The problem
Retype every record that appears below, unchanged.

Task material

▼

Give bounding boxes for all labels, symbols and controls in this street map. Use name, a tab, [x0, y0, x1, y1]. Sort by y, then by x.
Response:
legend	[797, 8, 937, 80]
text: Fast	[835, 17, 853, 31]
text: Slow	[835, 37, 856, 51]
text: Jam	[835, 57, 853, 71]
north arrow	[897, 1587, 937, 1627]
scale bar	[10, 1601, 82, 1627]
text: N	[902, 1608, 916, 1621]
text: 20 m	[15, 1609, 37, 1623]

▲

Expected output
Give bounding boxes for all labels, symbols and controls in this street map. Use name, a tab, [x0, y0, x1, y1]. Sort by y, then by x.
Response:
legend	[797, 8, 937, 80]
text: Fast	[835, 17, 853, 31]
text: Slow	[835, 37, 856, 51]
text: Jam	[835, 57, 853, 71]
north arrow	[897, 1587, 937, 1627]
scale bar	[10, 1601, 82, 1627]
text: N	[902, 1608, 916, 1621]
text: 20 m	[15, 1609, 37, 1623]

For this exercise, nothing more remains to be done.